> **What the exercise asks**: Your result will be the set of lines with "lists", copied from the material below.

> **Provided data**:
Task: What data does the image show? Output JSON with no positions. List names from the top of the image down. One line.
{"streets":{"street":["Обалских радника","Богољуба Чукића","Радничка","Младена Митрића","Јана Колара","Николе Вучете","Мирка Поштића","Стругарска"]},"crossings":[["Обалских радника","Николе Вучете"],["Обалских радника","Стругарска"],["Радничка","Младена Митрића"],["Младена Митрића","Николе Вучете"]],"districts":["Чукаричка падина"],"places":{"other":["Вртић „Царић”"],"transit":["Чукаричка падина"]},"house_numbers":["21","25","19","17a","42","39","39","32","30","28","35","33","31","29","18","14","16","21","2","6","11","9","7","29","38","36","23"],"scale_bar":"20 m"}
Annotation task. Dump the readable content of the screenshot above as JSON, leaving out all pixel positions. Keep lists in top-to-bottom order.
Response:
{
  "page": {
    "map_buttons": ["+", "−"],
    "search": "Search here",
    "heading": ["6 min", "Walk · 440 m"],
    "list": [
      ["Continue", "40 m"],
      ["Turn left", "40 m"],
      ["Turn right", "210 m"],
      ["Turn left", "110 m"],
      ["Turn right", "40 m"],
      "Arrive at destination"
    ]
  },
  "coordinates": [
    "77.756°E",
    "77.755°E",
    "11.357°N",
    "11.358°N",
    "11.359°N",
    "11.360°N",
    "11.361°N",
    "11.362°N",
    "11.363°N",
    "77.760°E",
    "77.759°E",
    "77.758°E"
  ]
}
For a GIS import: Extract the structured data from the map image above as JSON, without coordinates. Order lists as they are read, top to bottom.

> **Finished exercise**:
Annotation task. Dump the readable content of the screenshot above as JSON, leaving out all pixel positions. Keep lists in top-to-bottom order.
For a GIS import: Extract the structured data from the map image above as JSON, without coordinates. Order lists as they are read, top to bottom.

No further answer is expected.